Read the nutrition facts
The first place to start when you look at the Nutrition Facts label is the serving size and the number of servings in the package. Serving sizes are standardized to make it easier to compare similar foods and are provided in familiar units (such as cups or pieces ) followed by the metric amount.
The size of the serving on the food package influences the number of calories and all the nutrient amounts listed on the top part of the label. Pay attention to the serving size, especially how many servings there are in the food package. Many products that appear to be a single serving actually are labeled as multiple servings.
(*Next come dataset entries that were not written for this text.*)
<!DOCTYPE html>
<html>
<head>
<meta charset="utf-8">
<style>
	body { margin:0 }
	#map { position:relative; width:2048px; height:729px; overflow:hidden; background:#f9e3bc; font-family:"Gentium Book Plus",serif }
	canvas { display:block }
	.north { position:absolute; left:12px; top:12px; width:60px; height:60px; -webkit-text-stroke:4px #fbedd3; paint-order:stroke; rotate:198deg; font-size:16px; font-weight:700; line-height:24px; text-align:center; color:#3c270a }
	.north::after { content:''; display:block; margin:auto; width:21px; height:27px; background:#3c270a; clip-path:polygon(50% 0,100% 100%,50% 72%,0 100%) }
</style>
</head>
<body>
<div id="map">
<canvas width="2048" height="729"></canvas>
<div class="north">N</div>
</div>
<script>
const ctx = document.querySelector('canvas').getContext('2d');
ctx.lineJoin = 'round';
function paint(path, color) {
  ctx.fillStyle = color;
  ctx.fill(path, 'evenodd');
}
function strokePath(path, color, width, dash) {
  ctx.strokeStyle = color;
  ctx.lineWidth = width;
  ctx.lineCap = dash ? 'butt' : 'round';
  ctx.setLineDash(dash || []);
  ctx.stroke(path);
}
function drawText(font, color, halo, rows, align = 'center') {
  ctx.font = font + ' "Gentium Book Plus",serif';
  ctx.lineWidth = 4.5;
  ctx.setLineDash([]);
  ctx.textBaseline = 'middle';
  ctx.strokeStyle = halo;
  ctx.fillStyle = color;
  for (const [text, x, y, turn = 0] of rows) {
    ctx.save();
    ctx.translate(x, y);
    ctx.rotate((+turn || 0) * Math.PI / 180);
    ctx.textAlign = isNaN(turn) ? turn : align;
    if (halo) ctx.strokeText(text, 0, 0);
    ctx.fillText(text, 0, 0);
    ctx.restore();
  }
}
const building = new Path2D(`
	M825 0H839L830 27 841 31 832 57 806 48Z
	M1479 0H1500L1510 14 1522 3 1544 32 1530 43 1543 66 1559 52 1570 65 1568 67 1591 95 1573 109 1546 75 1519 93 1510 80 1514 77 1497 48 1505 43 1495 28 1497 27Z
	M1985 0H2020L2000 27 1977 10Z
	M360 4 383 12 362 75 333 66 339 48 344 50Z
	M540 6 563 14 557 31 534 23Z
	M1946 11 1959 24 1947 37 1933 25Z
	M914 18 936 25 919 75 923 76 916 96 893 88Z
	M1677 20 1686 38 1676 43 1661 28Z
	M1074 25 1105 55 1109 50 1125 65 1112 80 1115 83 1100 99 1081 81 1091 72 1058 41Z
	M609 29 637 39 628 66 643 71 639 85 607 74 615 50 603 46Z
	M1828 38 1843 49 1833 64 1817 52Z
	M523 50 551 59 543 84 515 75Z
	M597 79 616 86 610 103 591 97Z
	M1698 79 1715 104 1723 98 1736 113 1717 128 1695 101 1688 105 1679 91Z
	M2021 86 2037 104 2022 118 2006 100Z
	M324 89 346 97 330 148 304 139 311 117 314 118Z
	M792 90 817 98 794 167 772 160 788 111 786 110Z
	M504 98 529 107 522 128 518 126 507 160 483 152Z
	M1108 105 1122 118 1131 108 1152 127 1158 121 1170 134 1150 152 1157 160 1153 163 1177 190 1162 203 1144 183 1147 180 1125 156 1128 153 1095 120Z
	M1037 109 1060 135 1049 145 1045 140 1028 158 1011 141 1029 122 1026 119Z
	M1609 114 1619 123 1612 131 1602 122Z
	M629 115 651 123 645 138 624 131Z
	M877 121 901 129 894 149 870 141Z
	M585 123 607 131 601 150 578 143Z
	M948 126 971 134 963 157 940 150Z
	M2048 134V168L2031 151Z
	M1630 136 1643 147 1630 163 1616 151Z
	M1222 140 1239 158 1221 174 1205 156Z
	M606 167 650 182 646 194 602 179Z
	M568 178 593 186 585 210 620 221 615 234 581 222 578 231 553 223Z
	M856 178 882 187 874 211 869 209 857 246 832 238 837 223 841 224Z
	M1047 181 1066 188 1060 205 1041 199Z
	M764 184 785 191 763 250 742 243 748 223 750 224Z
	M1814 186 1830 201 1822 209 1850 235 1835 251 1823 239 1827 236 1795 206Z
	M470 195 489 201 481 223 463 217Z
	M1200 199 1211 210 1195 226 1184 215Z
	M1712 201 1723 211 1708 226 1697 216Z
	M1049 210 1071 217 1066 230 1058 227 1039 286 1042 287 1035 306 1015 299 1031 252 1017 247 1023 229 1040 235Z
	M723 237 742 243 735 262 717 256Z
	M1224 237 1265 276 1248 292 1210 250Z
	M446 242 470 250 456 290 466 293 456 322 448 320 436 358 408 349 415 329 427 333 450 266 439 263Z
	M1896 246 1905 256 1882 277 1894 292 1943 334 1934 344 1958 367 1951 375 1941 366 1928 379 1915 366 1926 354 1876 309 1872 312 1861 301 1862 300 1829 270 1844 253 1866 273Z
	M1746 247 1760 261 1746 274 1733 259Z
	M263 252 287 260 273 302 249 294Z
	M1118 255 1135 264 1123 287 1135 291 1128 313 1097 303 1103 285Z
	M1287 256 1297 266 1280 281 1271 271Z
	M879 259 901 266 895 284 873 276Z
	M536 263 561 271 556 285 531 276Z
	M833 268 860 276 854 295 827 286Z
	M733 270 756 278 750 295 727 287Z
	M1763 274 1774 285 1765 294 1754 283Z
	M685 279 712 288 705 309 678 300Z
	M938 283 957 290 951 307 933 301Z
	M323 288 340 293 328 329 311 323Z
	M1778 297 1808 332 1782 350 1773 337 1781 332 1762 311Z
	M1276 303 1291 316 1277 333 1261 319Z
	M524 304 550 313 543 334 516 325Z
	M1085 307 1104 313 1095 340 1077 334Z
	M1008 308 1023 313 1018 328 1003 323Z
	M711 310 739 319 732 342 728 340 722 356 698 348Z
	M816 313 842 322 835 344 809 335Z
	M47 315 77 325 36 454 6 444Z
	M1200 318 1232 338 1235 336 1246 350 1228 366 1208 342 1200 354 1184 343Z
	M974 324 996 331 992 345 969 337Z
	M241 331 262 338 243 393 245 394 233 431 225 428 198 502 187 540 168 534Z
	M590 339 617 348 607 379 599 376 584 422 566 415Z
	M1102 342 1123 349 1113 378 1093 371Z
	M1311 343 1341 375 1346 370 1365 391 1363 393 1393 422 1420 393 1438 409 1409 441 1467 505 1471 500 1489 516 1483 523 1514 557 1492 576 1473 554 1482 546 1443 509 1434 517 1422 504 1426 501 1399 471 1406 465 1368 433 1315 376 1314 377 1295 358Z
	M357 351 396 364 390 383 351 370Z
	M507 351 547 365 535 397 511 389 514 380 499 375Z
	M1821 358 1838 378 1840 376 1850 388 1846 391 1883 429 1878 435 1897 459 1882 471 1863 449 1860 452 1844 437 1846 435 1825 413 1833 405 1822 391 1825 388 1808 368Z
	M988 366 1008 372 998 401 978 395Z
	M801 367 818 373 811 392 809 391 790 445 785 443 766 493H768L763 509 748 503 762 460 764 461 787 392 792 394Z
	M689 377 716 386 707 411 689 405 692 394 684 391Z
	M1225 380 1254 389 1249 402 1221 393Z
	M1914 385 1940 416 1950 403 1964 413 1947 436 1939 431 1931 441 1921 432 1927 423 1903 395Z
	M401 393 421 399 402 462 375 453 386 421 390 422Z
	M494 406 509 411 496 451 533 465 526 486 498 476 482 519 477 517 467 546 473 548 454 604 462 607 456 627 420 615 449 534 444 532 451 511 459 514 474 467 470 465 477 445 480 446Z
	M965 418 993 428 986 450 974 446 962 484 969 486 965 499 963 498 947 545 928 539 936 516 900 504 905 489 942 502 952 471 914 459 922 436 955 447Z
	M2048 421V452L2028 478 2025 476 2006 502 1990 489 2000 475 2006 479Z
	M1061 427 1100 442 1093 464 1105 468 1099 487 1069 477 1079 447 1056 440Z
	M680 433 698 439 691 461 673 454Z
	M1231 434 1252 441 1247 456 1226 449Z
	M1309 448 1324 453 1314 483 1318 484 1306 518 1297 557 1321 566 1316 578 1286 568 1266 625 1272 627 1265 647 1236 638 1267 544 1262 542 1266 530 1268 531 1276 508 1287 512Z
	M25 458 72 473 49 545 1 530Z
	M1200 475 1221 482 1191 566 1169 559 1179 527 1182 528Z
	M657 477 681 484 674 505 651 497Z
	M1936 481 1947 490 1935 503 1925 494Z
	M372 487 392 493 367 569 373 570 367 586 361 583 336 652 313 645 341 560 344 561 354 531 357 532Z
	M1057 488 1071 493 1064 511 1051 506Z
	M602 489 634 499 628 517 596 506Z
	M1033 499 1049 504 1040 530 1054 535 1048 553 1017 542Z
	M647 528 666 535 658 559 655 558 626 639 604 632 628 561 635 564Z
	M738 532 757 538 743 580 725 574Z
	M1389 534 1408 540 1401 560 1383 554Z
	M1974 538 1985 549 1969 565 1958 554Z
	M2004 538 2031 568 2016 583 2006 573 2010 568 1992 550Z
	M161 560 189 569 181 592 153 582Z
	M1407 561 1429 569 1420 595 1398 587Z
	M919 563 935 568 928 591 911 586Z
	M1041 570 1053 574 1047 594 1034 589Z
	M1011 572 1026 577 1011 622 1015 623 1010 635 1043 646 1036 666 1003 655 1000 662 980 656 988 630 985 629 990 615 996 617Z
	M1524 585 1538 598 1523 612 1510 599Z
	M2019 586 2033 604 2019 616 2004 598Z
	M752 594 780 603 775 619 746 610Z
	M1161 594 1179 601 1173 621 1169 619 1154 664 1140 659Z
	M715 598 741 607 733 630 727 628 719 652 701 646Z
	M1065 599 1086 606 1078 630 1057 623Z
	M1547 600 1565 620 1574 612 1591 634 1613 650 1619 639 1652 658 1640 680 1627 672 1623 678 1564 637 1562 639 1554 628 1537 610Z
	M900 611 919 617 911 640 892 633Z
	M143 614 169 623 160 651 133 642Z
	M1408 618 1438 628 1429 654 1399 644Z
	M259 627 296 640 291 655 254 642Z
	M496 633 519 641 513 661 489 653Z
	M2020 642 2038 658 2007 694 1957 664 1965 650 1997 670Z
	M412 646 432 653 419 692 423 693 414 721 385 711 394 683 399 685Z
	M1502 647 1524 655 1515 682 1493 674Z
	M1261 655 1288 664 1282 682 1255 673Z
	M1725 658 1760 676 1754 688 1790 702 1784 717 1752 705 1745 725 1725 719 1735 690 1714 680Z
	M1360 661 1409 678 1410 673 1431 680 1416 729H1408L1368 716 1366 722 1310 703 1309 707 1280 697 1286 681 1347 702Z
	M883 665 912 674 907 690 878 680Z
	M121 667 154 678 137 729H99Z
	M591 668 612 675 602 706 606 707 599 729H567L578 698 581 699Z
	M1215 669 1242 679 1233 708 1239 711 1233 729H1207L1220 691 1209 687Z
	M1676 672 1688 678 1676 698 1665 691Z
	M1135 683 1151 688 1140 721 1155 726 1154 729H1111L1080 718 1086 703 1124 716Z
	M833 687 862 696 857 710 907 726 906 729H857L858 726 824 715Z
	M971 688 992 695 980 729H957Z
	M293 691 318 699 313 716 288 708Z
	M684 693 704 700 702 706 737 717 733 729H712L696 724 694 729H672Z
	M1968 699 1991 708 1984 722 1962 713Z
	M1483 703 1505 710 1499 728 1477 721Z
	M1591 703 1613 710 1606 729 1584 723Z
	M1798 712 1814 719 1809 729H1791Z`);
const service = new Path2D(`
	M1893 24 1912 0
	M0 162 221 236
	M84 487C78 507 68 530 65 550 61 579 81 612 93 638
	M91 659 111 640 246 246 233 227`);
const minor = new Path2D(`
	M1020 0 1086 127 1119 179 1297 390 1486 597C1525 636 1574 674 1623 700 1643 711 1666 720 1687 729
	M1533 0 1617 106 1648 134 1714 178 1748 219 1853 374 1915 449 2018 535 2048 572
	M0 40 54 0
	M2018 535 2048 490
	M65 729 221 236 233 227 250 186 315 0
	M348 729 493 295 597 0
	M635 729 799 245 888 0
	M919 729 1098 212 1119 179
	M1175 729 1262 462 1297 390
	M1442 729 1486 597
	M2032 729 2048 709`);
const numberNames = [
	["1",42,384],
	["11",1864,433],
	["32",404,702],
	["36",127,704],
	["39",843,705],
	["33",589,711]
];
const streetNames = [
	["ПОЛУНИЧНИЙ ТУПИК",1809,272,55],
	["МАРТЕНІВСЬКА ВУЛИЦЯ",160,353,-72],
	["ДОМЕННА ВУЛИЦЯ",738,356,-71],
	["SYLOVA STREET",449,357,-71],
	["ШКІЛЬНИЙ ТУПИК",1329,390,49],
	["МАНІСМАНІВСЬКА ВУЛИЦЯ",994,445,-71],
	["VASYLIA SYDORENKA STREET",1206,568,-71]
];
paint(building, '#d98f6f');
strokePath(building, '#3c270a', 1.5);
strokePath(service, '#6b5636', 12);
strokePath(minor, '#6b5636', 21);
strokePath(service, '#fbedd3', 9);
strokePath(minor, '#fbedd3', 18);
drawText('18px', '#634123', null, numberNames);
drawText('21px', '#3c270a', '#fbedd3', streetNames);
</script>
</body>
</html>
Calories provide a measure of how much energy you get from a serving of this food. Many Americans consume more calories than they need without meeting recommended intakes for a number of nutrients. The calorie section of the label can help you manage your weight. The number of servings you consume determines the number of calories you actually eat (your portion amount).
The nutrients listed first are the ones Americans generally eat in adequate amounts, or even too much. Eating too much fat, saturated fat, trans fat, cholesterol or sodium may increase your risk of certain chronic diseases, like heart disease, some cancers, or high blood pressure.
Most Americans don't get enough dietary fiber, vitamin A, vitamin C, calcium and iron in their diets. Eating enough of these nutrients can improve health and help reduce the risk of some diseases and conditions.
The percent Daily Values (%DVs) are based on the Daily Value recommendations for key nutrients but only for a 2,000 calorie daily diet - not 2,500 calories. You, like most people, may not know how many calories you consume in a day. But you can still use the %DV as a frame of reference whether or not you consume more or less than 2,000 calories.
The %DV helps you determine if a serving of food is high or low in a nutrient. Note: a few nutrients, like trans fat, do not have a %DV - they will be discussed later.
Do you need to know how to calculate percentages to use the %DV? No, the label (the %DV) does the math for you. It helps you interpret the numbers (grams and milligrams) by putting them all on the same scale for the day (0-100%DV). The %DV column doesn't add up vertically to 100 percent. Instead each nutrient is based on 100 percent of the daily requirements for that nutrient (for a 2,000 calorie diet). This way you can tell high from low and know which nutrients contribute a lot, or a little, to your daily recommended allowance (upper or lower).